Seated Leg Extensions next. I've been stuck on 20kg (4 sets of 15 reps) for a while now; my GP says that's okay. They look like this (although thanks to all the mirrors in the gym I can assure you I look nowhere near as poised)
And this is how I'm doing with them. They're a real bugger when my knee is playing up but I mostly just take longer to do them.
Core rotations
I do these on a weighted machine and I've been stuck on the same level for a while. Again, that's not a bad thing (apparently). 15 reps turning each way - 1st at 11.24kg, then at 8.75kg.
Weighted Straight Leg Raise The trainer at the gym showed me a way to use the weight machines to do something that's a standing variation of the straight leg raise because the gym don't have ankle weights to do it properly and I didn't want to have to do a separate thing when I got home (this is how the thighmaster has seen so little action). Right now I do 3 sets; one at 6.25kg, then one at 8.75kg and another at 6.25kg
The massive drop is when someone else was using the equipment and I just had to do normal straight leg raises on the matts.
Last but not least - cardio on the exercise bike. Whenever I can, I use a recumbent bike so I have better posture and don't damage by back doing it. However, when I do have to use a regular one I can hold my posture quite well thanks to all the core rotations...although I can't reach the screen as well. Buses and time allowing I try to do 30 mins full speed and then 5 minutes cool down, this averages out at speeds like this...

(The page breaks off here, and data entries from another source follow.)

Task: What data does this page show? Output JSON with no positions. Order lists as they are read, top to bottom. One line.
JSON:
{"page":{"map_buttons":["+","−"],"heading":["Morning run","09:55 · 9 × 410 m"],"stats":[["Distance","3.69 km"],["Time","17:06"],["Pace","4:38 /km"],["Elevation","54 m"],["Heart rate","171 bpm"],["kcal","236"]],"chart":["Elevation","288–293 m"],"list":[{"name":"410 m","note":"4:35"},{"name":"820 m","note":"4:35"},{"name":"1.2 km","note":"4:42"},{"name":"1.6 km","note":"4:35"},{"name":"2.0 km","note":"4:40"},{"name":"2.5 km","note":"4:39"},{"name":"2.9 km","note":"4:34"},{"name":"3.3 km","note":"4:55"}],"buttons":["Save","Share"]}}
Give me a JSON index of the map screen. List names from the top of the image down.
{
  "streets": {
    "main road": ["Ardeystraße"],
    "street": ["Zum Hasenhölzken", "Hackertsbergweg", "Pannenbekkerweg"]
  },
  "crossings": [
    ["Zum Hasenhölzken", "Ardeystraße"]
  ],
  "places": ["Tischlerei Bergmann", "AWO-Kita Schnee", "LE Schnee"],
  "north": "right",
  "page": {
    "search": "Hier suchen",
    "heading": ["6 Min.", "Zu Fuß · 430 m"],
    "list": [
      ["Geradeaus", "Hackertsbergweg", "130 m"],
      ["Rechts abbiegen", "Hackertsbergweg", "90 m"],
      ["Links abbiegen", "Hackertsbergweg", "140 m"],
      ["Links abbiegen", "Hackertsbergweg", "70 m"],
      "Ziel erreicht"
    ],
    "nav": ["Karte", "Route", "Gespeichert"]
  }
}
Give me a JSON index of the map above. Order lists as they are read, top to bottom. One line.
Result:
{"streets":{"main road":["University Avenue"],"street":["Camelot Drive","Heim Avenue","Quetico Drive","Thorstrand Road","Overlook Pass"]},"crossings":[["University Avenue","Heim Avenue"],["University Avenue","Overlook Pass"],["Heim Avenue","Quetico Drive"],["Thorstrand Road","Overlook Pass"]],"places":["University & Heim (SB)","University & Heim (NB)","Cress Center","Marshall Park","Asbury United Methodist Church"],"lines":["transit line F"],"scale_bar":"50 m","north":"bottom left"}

Recently, I've broken 7 miles without an asthma attack which is an achievement. I listen to Welcome to Nightvale etc at this portion but have used music too when I am without.
My tips are... watch the news at the start. It gets me sufficiently angry that I give a bit more, you can work out the rage. I did quite well listening to Les Mis once or twice too but nothing works quite like the Trunchbull from Matilda (the musical) who just has no sympathy for how tired you might feel in "The Hammer". Alternatively you can be Matilda withstanding her physical challenges in "The Smell of Rebellion" (although it's got a slower start).